DEFUN (cell2struct, args, ,
       "-*- texinfo -*-\n\
@deftypefn {Built-in Function} {} cell2struct (@var{cell}, @var{fields}, @var{dim})\n\
Convert @var{cell} to a structure.  The number of fields in @var{fields}\n\
must match the number of elements in @var{cell} along dimension @var{dim},\n\
that is @code{numel (@var{fields}) == size (@var{cell}, @var{dim})}.\n\
\n\
@example\n\
@group\n\
A = cell2struct (@{'Peter', 'Hannah', 'Robert';\n\
                   185, 170, 168@},\n\
                 @{'Name','Height'@}, 1);\n\
A(1)\n\
     @result{} ans =\n\
        @{\n\
          Name   = Peter\n\
          Height = 185\n\
        @}\n\
\n\
@end group\n\
@end example\n\
@end deftypefn")
{
  octave_value retval;

  if (args.length () == 3)
    {
      Cell c = args(0).cell_value ();

      if (! error_state)
	{
	  octave_value field = args(1);

	  // Field is either cell or character matrix.

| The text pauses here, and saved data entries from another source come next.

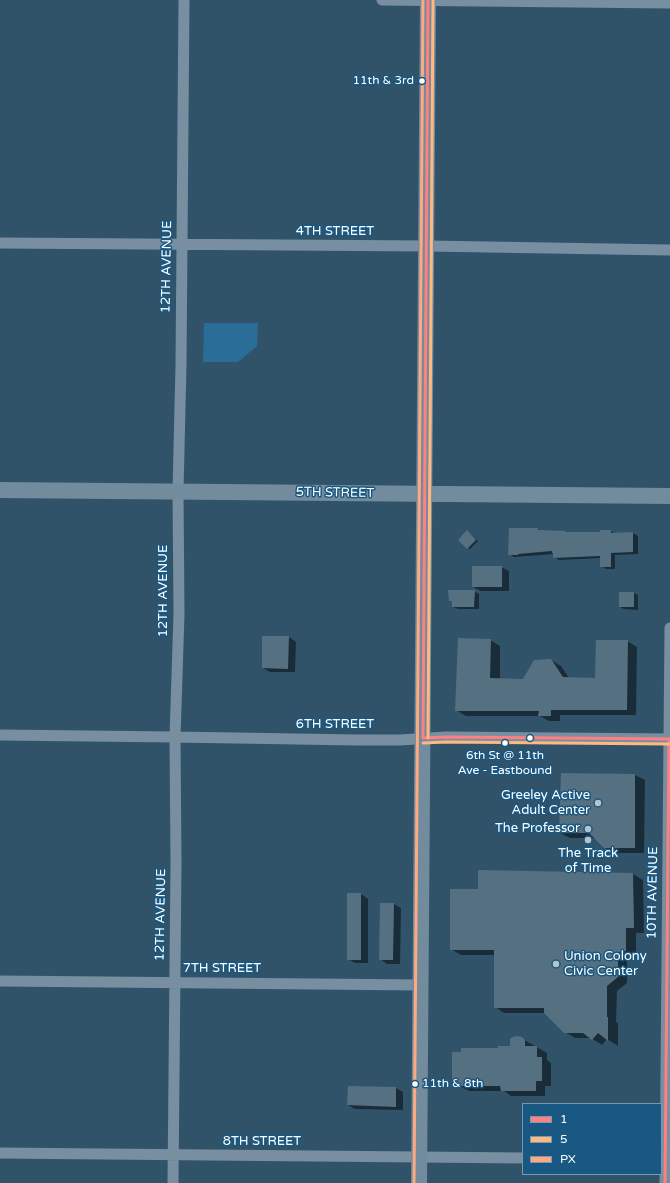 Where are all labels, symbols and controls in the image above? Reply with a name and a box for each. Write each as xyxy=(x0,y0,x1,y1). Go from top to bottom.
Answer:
place label: 11th & 3rd xyxy=(352,74,414,88)
marker: 11th & 3rd xyxy=(417,76,427,86)
street label: 12TH AVENUE xyxy=(158,221,176,313)
street label: 4TH STREET xyxy=(296,224,374,240)
street label: 5TH STREET xyxy=(296,485,374,501)
street label: 12TH AVENUE xyxy=(156,545,172,637)
street label: 6TH STREET xyxy=(296,717,374,733)
unlabelled marker xyxy=(525,733,535,743)
marker: 6th St @ 11th Ave - Eastbound xyxy=(500,738,510,748)
place label: 6th St @ 11th Ave - Eastbound xyxy=(458,749,552,777)
place label: Greeley Active Adult Center xyxy=(501,788,590,819)
marker: Greeley Active Adult Center xyxy=(593,798,603,808)
place label: The Professor xyxy=(495,821,580,837)
marker: The Professor xyxy=(583,824,593,834)
marker: The Track of Time xyxy=(583,835,593,845)
place label: The Track of Time xyxy=(558,846,618,877)
street label: 10TH AVENUE xyxy=(644,847,662,939)
street label: 12TH AVENUE xyxy=(152,869,170,961)
place label: Union Colony Civic Center xyxy=(564,949,647,980)
marker: Union Colony Civic Center xyxy=(551,959,561,969)
street label: 7TH STREET xyxy=(183,961,261,977)
place label: 11th & 8th xyxy=(422,1077,483,1091)
marker: 11th & 8th xyxy=(410,1079,420,1089)
legend xyxy=(522,1103,662,1175)
text: 1 xyxy=(560,1112,568,1126)
text: 5 xyxy=(560,1132,568,1146)
street label: 8TH STREET xyxy=(223,1134,301,1150)
text: PX xyxy=(560,1152,576,1166)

	  // FIXME -- this could be simplified if we had
	  // cellstr and iscellstr functions available.

	  bool field_is_cell = field.is_cell ();

	  Cell field_cell;
	  charMatrix field_char;

	  if (field_is_cell)
	    field_cell = field.cell_value ();
	  else
	    field_char = field.char_matrix_value ();

	  if (! error_state)
	    {
	      // Retrieve the dimension value.

	      // FIXME --  int_value () should print out the
	      // conversions it does to be Matlab compatible.

	      octave_idx_type dim = args(2).int_value () - 1;

	      if (! error_state)
		{
		  dim_vector c_dv = c.dims ();
		  dim_vector field_dv = field.dims ();

		  if (cell2struct_check_args (c_dv, field_dv, field_is_cell,
					      dim))
		    {
		      octave_idx_type c_dv_length = c_dv.length ();

		      // Dimension vector for the Cell arrays to be
		      // put into the structure.

		      dim_vector value_dv;

		      // Initialize c_value_dv.

		      if (c_dv_length == 2)
			value_dv = dim_vector (1, 1);
		      else
			value_dv.resize (c_dv_length - 1);

		      octave_idx_type idx_tmp = 0;

		      for (octave_idx_type i = 0; i < c_dv_length; i++)
			{
			  if (i != dim)
			    value_dv.elem (idx_tmp++) = c_dv.elem (i);
			}

		      // All initializing is done, we can start moving
		      // values.

		      Octave_map map;

		      // If field is a cell array then we use all
		      // elements in array, on the other hand when
		      // field is a character array the number of
		      // elements is equals the number of rows.

		      octave_idx_type field_numel
			= field_is_cell ? field_dv.numel (): field_dv(0);

		      // For matlab compatibility.

		      if (field_numel == 0)
			map.reshape (dim_vector (0, 1));

		      for (octave_idx_type i = 0; i < field_numel; i++)
			{
			  // Construct cell array which goes into the
			  // structure together with the appropriate
			  // field name.

			  Cell c_value (value_dv);

			  Array<octave_idx_type> value_idx (value_dv.length (), 0);
			  Array<octave_idx_type> c_idx (c_dv_length, 0);

			  for (octave_idx_type j = 0; j < value_dv.numel (); j++)
			    {
			      // Need to do this to construct the
			      // appropriate idx for getting elements
			      // from the original cell array.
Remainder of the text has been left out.